THE DATA:

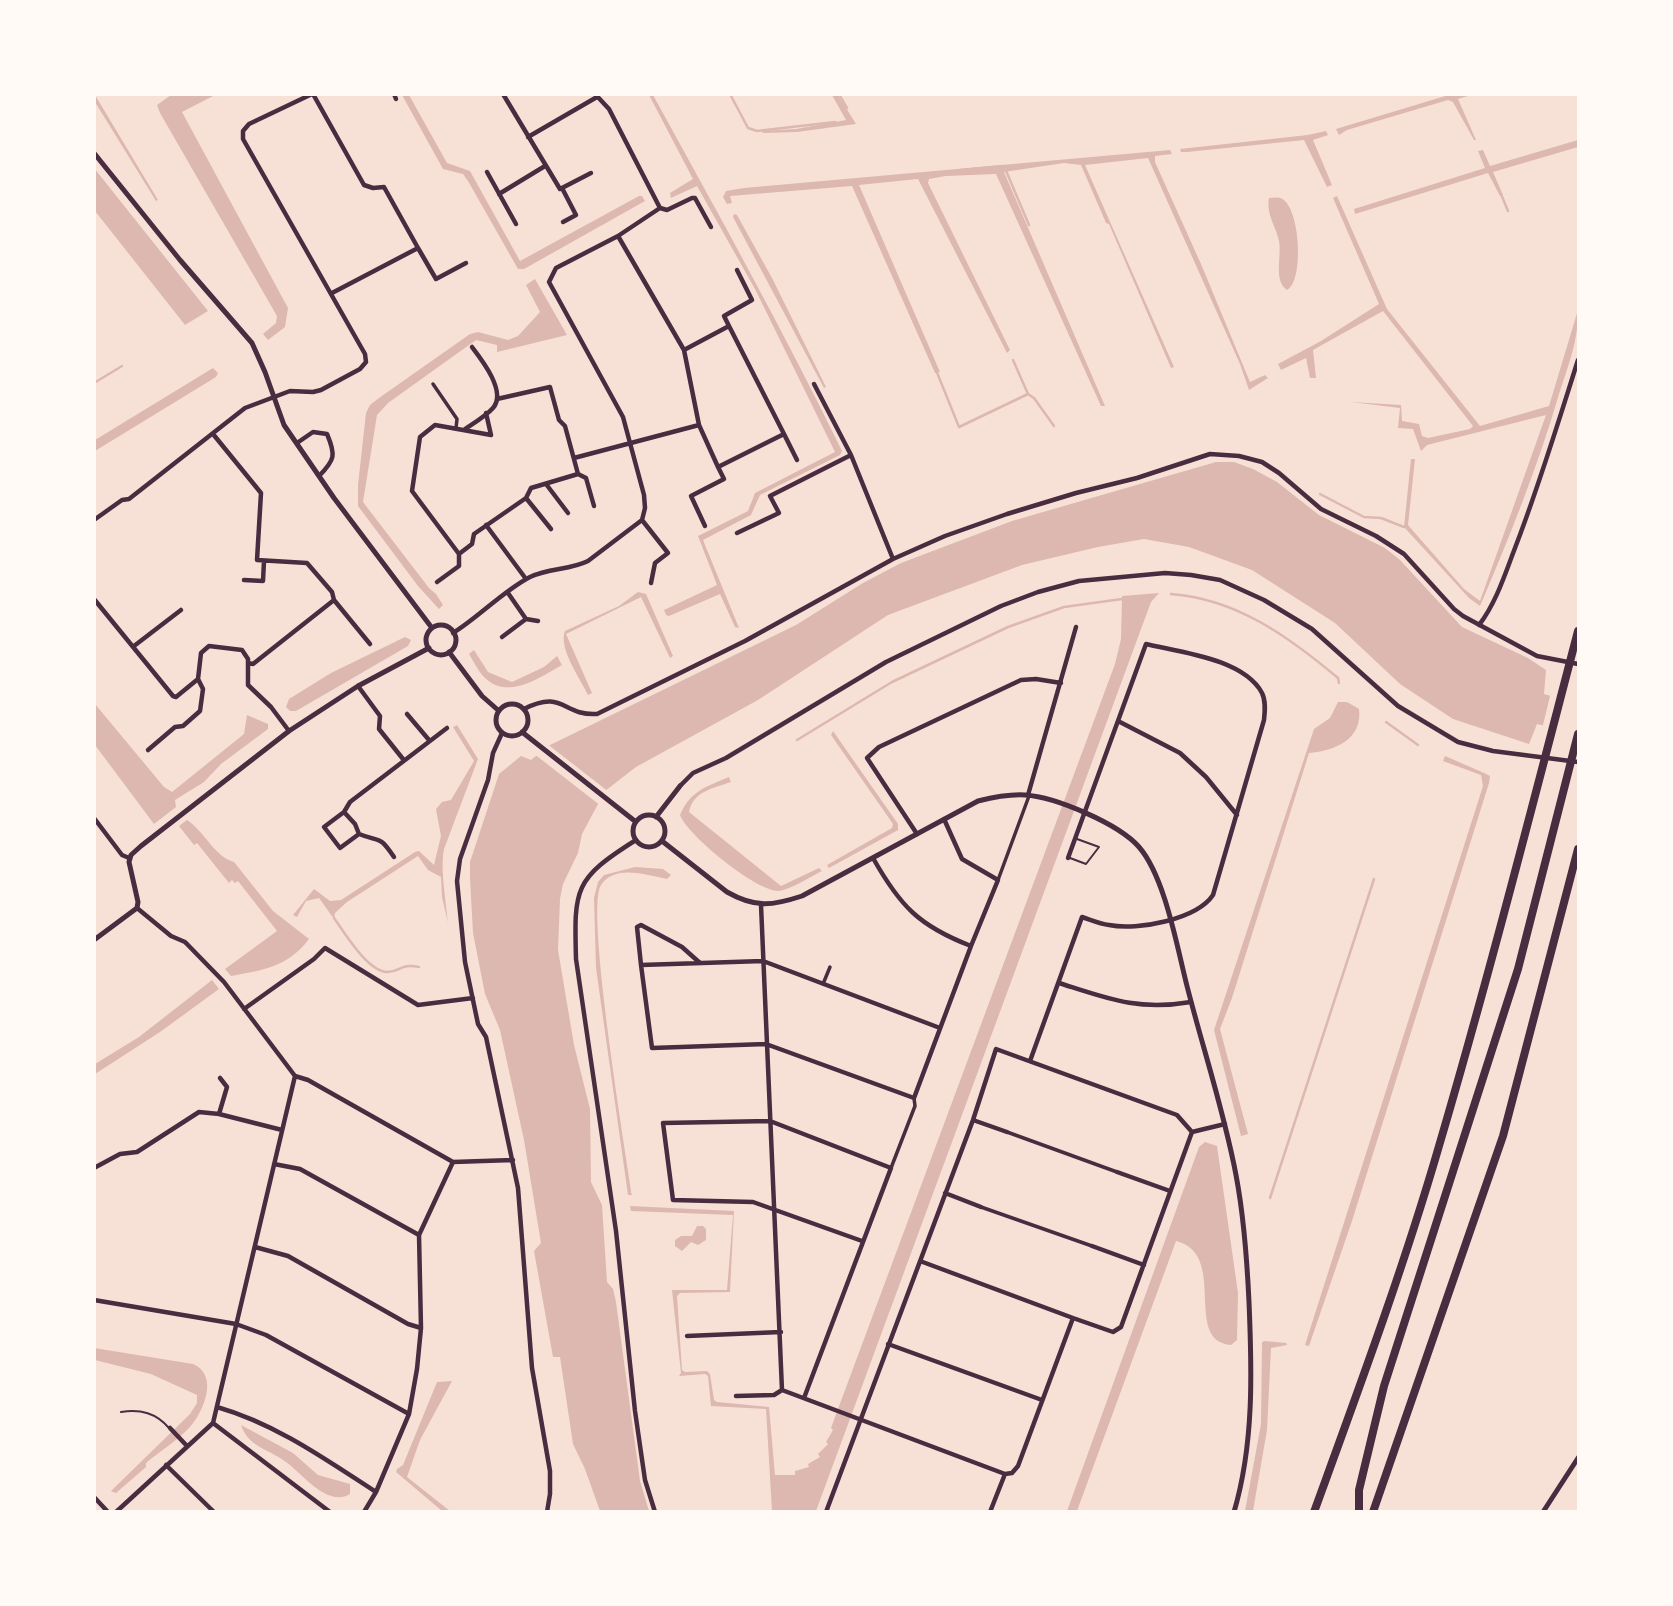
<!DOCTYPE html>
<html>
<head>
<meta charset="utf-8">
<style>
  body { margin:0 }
  #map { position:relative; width:1673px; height:1606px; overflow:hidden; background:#f7e1d7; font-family:"Roboto Condensed",sans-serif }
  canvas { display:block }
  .frame { position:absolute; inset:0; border:96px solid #fffaf5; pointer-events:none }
</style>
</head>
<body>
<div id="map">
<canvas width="1673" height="1606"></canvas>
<div class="frame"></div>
</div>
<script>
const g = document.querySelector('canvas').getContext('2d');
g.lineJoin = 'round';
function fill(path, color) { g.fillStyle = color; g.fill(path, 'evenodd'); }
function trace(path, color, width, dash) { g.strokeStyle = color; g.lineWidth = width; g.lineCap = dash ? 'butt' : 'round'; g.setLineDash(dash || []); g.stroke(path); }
const water = new Path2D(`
  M1452 94 1471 95 1458 99 1476 140H1474L1453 102 1448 100 1347 130 1339 135 1336 129Z
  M95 95 158 200 156 201 95 102Z
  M171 95H215L182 112 288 308 285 327 268 340 263 334 276 323 277 316 160 113 157 105Z
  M402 95H409L447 163 470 171 520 261 639 196H642L645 201 524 269H518L468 181 463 174 443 169Z
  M649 95H653C718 213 783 330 842 451L840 455 760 495 751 515 703 540 739 628 735 627 720 594 669 616 666 615 664 610 717 585 698 536 748 511 755 493 835 452 755 289 697 186 671 198 670 193 693 179Z
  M832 95H838L856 124 797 132 763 133 762 131 796 129 846 120Z
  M1326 131 1328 135 1313 140 1332 185 1327 187 1304 140 1187 152H1181L1180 149 1308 135Z
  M1578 140V147L1493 172 1503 195 1500 196 1488 173 1355 214 1354 209 1485 168 1478 151 1483 150 1490 166Z
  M1170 150 1172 154 1155 156V162L1201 264 1250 382 1265 375 1268 378 1249 390 1240 364 1148 158 1085 165 1174 367 1171 368 1109 224 1106 223 1081 165 1064 163 1004 172 1105 406H1101L996 174 946 176 929 179 928 183 1010 350 1007 353 918 179 859 185 940 372 935 373 852 186 730 196 732 203 727 204 723 197 726 191 744 188Z
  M94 168 208 311 185 325 95 211Z
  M1337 196 1387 309 1480 426 1549 406 1578 310C1579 339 1568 366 1559 394 1538 466 1510 536 1480 606L1469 598 1404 527 1411 459H1415L1408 525 1464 589 1480 601 1546 415 1427 445 1421 451 1413 429 1398 428 1400 408 1351 402 1401 405 1402 421 1419 424 1422 436 1428 438 1470 429 1473 426 1383 311 1313 350 1316 378H1310L1306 358 1281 370 1278 364 1321 341 1379 304 1333 198Z
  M1269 198C1273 198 1277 197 1280 198 1300 203 1305 281 1287 290 1273 280 1282 257 1279 241 1276 226 1266 215 1269 198Z
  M734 214 737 215 772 278 826 387 824 388 733 217Z
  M535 279 567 335 497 352V345L476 340 388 403 377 415 363 502 429 588 436 594 443 605 439 609 418 586 358 506V485L366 413 370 405 379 398 470 334 478 332 508 340 518 336 540 312 526 285Z
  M213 368 218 373 216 377 95 451V440Z
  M1216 462H1234L1253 469 1277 482 1319 515 1385 548 1400 560 1462 627 1528 658 1546 670 1544 694 1565 700 1578 734 1537 724 1529 744 1453 719 1400 684 1335 623 1252 570 1189 547 1144 539 1098 547 1022 565 888 615 758 700 636 767 605 791 582 834 578 853 563 884 560 899 558 950 574 1045 590 1109 591 1182 602 1205 607 1282 613 1289 616 1302 640 1481 649 1511H600L585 1469 573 1444 560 1357H553L534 1251 541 1243 524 1140 500 1030 485 994 473 933 470 879V862L499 774 521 756 531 760 548 746 796 625 863 583 901 563 1012 521Z
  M638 592 646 594 673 656 670 658 641 597 566 634 592 693 588 695C580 678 558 648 565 631L619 606Z
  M1159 593 1151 602 816 1511H772L766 1409 711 1406 708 1376 705 1374 679 1376 681 1373 672 1290H727L733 1215 631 1211 630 1206 734 1211 730 1292 680 1293 677 1296 682 1370 685 1372 707 1371 710 1374 714 1400 717 1402 769 1407 775 1475H795V1471L809 1467 808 1464 820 1457 818 1454 828 1444 826 1442 833 1430 831 1428 835 1417 1115 664 1121 639 1122 596Z
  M405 637 411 640 408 646 296 711H290L286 707 289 699 331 673Z
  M474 650 488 672 512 682 544 667 557 656 562 665C539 678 508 700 485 678 478 671 474 662 469 654Z
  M1338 702H1347L1359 709C1363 739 1335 751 1309 753L1232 998 1220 1029 1248 1134 1241 1136 1214 1030 1314 729 1330 718Z
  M95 704 164 787 172 792 244 734 247 715 268 724V729L221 764 204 782 175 800 176 807 154 824 95 745Z
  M457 725 478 759 444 849C440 868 446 902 448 923L442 897 441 877 428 870 418 856 347 902 335 913 334 919 319 898 306 901 297 917 293 915 314 889 330 901 341 900 415 852 419 851 434 865 441 836 436 809 442 802 451 800 474 761 453 727Z
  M833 731 898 824V830L829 868 827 865 892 828 893 824 831 735Z
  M1445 756 1484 773 1490 776 1489 783 1352 1221 1309 1346 1305 1345 1483 786 1481 775 1443 761Z
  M729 777 731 782C714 788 693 791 689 812L781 886 819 868 822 871C812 876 788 891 778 891 755 890 688 836 680 815 691 790 706 787 729 777Z
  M187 820C204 831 215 857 234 862L273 911 309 939C288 967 263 970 231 976L225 969 277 931 238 881 235 883 232 880 229 883 197 843 194 845 179 826Z
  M635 867 663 869 671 875 667 879C647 875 615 864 601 885 585 910 626 1151 632 1195H628L596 968 594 898 598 882 604 875Z
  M212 980 219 989 160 1032 95 1074V1064L139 1037Z
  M1205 1142 1217 1146 1238 1293 1237 1340 1231 1345C1182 1341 1229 1254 1176 1241L1077 1511H1067L1199 1147Z
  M697 1226H703L706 1229V1240L698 1245 691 1242 682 1251 675 1246V1240L681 1236H692Z
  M1265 1341 1286 1343 1287 1345 1271 1348 1267 1430 1253 1511H1245L1261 1424 1262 1342Z
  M94 1348 193 1364C219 1375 204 1411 190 1427 178 1440 160 1451 146 1463V1467L116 1493 111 1491 190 1414 197 1403V1395L151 1374 95 1360Z
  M452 1381 420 1440 407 1477 450 1511H442L396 1472 397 1469 403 1465 437 1382Z
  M241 1425 293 1453 318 1475 350 1484V1494C327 1508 302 1473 286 1462 269 1449 248 1447 241 1425Z`);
const pier = new Path2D(`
  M1568 691 1578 694V738L1542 729 1551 692 1563 696Z
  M546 743 609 792 601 806 533 753Z`);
const stream = new Path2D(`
  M730 94 748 128 757 131 835 122
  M839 94 847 108
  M960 170 1004 166 1029 225
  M1501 194 1508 211
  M1013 360 1028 394 1034 398 1054 426
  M936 370 959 427 1028 394
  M94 383 122 366
  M1320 494 1364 517 1381 518 1404 527
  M1171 594C1237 599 1289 637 1338 678L1339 683
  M1386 722 1418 745
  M797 740 892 682 1008 627 1064 607 1122 599
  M334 918C345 933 367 971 387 972 401 972 400 963 419 967
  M1270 1198 1374 879`);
const service = new Path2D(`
  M1070 858 1086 864 1099 847 1077 839
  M121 1412C141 1409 156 1413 169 1428`);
const pedestrian = new Path2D(`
  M433 384 457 419 456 428
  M998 880 1029 796
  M823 984 830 967
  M1007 1132 1117 1172
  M891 1168 915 1106 914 1098
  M981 1207 1092 1246`);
const minor = new Path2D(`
  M313 94 364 185 373 188 384 187 418 248
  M394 94 396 99
  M503 94 560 189 591 173
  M595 94 609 109 660 208
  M528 137 597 97
  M487 172 516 224
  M562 188 576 215 563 222
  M499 194 545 166
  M618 236 684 350 729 326 724 316 752 300 737 270
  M332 293 418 248 436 279 466 263
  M684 350 699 425
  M814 384 851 455 893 559
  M497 399 550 387 559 420 565 426 578 474 586 478 594 506
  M465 429C474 423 486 416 493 408 507 392 482 360 472 347
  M213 434 261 493 257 560 307 563 332 592 334 600 370 644
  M784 434 797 460
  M297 443 313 432 327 434C336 455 335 460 319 476
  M574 458 699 425 718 467 784 434 729 326
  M546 484 568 513
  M526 498 551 529
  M94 520 122 500 129 499 245 408 290 391 313 392 321 390 360 369 366 362 365 354 243 139V131L249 124 312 94
  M642 520 668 553 655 563 651 583
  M486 525 526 579
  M705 526 691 496 724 479 718 467
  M737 533 779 513 770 496 851 455
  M459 554 412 491 420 437 435 425 491 435 486 413
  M244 580 263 581 264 561
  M437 582 459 566V554L472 544 474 534 526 498 531 488 578 474
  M94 599 173 696 176 697 198 679
  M526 619 538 621
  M1479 625C1496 603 1505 574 1515 548 1539 486 1558 423 1578 360
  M453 633C479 617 503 591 530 577 549 568 570 570 588 561L642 520 645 508 644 495 623 417 549 282 556 268 618 236 660 208 667 210 692 198H695L711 227
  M502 637 526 619 508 593
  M134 646 181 610
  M248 663 253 664 334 600
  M358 686 380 716 379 729 403 759
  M524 709C564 689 562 716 597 714L745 641 893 559 945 536 1007 514 1076 493 1137 478 1210 454 1239 456 1262 462 1279 473 1321 509 1376 536 1404 554 1454 609 1463 616 1537 656 1578 664
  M407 714 429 740
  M1118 721 1180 753 1206 777 1237 815
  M502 733 493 753 488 780 460 859 457 881 465 962 478 1024 486 1037 518 1188 532 1368 550 1471V1494L547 1512
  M148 750 175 727 183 726 200 711 203 689 198 679 201 653 209 646 242 650 248 659V685L271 707 289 731
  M680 786 693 773 726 758 886 662 1001 606 1038 592 1079 581 1165 573 1191 575 1220 580 1264 600 1312 629 1398 706 1458 742 1493 751 1578 762
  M1028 795 1076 627
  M344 812 355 824 359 834C382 843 379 835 394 857
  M94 818 122 855 129 858
  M359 834 340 848 324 827 344 812 350 802 447 728
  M917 834 867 758 879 747 1021 680 1036 679 1061 683
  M636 840C574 879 574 888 576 959L616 1231 635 1411 645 1480 655 1512
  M873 858C900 906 919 926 971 946
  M761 905 782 1390 1005 1474 1012 1473 1018 1466 1073 1318 1113 1332 1121 1327 1192 1132
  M137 908 171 936 185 942 224 982 295 1076 308 1080 453 1162 513 1160
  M641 965 637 927 641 925 682 947 700 963
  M1059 983C1109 999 1138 1011 1191 1002
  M244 1009 314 959 325 948 418 1005 473 998
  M940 1028 763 961 641 965 652 1048 766 1044 914 1098 971 946 998 880 962 859 944 819
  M1030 1061 1082 917C1091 920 1100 924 1109 925 1138 931 1197 919 1213 895L1264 720C1265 711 1266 701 1262 693 1244 659 1180 652 1146 644L1068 858
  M219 1114 227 1087 220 1078
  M973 1120 1007 1132
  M1192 1132 1225 1124
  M274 1164 300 1169 419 1235
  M94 1168 120 1154 137 1152 199 1112 219 1114 282 1130
  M1117 1172 1170 1191
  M945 1193 981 1207
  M1092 1246 1144 1265
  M255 1247 288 1256 408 1324 421 1328
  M920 1261 1073 1318
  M94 1300 236 1324 266 1335 409 1414
  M687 1336 781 1332
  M888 1344 1042 1400
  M736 1396 774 1395 782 1390
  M804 1398 891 1168 770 1121 663 1123 673 1200 753 1202 862 1241
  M217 1407C276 1424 325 1459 376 1492
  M213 1423 330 1512
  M170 1428 187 1446
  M166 1465 214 1512
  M94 1497 108 1512
  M116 1512 213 1423 295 1076
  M364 1512 376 1492 409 1414 417 1369 421 1328 419 1235 453 1162
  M826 1512 973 1120 996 1049 1177 1115 1192 1132
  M990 1512 1005 1474`);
const tertiary = new Path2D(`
  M94 153 180 260 252 343 265 372 284 425 334 498 432 628
  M426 640a15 15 0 1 1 30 0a15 15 0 1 1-30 0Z
  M449 652 482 696 499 711
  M496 720a16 16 0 1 1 32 0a16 16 0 1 1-32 0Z
  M522 732 636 822
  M633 831a16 16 0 1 1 32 0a16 16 0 1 1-32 0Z
  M656 817 680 786
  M662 841 727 892C755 908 772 906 802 896L978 801C994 797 1009 794 1025 795 1056 797 1119 824 1139 847 1165 877 1177 947 1187 986 1203 1049 1224 1111 1236 1175 1244 1217 1247 1259 1249 1302 1252 1372 1254 1444 1234 1512
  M94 940 137 908 138 902 129 862 131 855 141 846 289 731 358 686 429 648
  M1543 1512 1578 1458`);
const motorway = new Path2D(`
  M1314 1512C1358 1391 1403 1270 1439 1146 1489 976 1533 803 1578 631
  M1359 1512V1490L1384 1386 1518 969 1578 734
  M1373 1512 1503 1136 1578 849`);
fill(water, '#dcb8b0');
fill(pier, '#f7e1d7');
trace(stream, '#dcb8b0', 2.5);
trace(service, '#4a2c40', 2);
trace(pedestrian, '#4a2c40', 3.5);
trace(minor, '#4a2c40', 4.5);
trace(tertiary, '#4a2c40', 5);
trace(motorway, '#4a2c40', 8);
</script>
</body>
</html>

WHAT YOU HAVE TO DO: Only the lines from where the data begins to the line with "M1326 131 1328", both of them included, should be reproduced word for word; no pictures.

RESULT OF THIS TASK:
<!DOCTYPE html>
<html>
<head>
<meta charset="utf-8">
<style>
  body { margin:0 }
  #map { position:relative; width:1673px; height:1606px; overflow:hidden; background:#f7e1d7; font-family:"Roboto Condensed",sans-serif }
  canvas { display:block }
  .frame { position:absolute; inset:0; border:96px solid #fffaf5; pointer-events:none }
</style>
</head>
<body>
<div id="map">
<canvas width="1673" height="1606"></canvas>
<div class="frame"></div>
</div>
<script>
const g = document.querySelector('canvas').getContext('2d');
g.lineJoin = 'round';
function fill(path, color) { g.fillStyle = color; g.fill(path, 'evenodd'); }
function trace(path, color, width, dash) { g.strokeStyle = color; g.lineWidth = width; g.lineCap = dash ? 'butt' : 'round'; g.setLineDash(dash || []); g.stroke(path); }
const water = new Path2D(`
  M1452 94 1471 95 1458 99 1476 140H1474L1453 102 1448 100 1347 130 1339 135 1336 129Z
  M95 95 158 200 156 201 95 102Z
  M171 95H215L182 112 288 308 285 327 268 340 263 334 276 323 277 316 160 113 157 105Z
  M402 95H409L447 163 470 171 520 261 639 196H642L645 201 524 269H518L468 181 463 174 443 169Z
  M649 95H653C718 213 783 330 842 451L840 455 760 495 751 515 703 540 739 628 735 627 720 594 669 616 666 615 664 610 717 585 698 536 748 511 755 493 835 452 755 289 697 186 671 198 670 193 693 179Z
  M832 95H838L856 124 797 132 763 133 762 131 796 129 846 120Z
  M1326 131 1328 135 1313 140 1332 185 1327 187 1304 140 1187 152H1181L1180 149 1308 135Z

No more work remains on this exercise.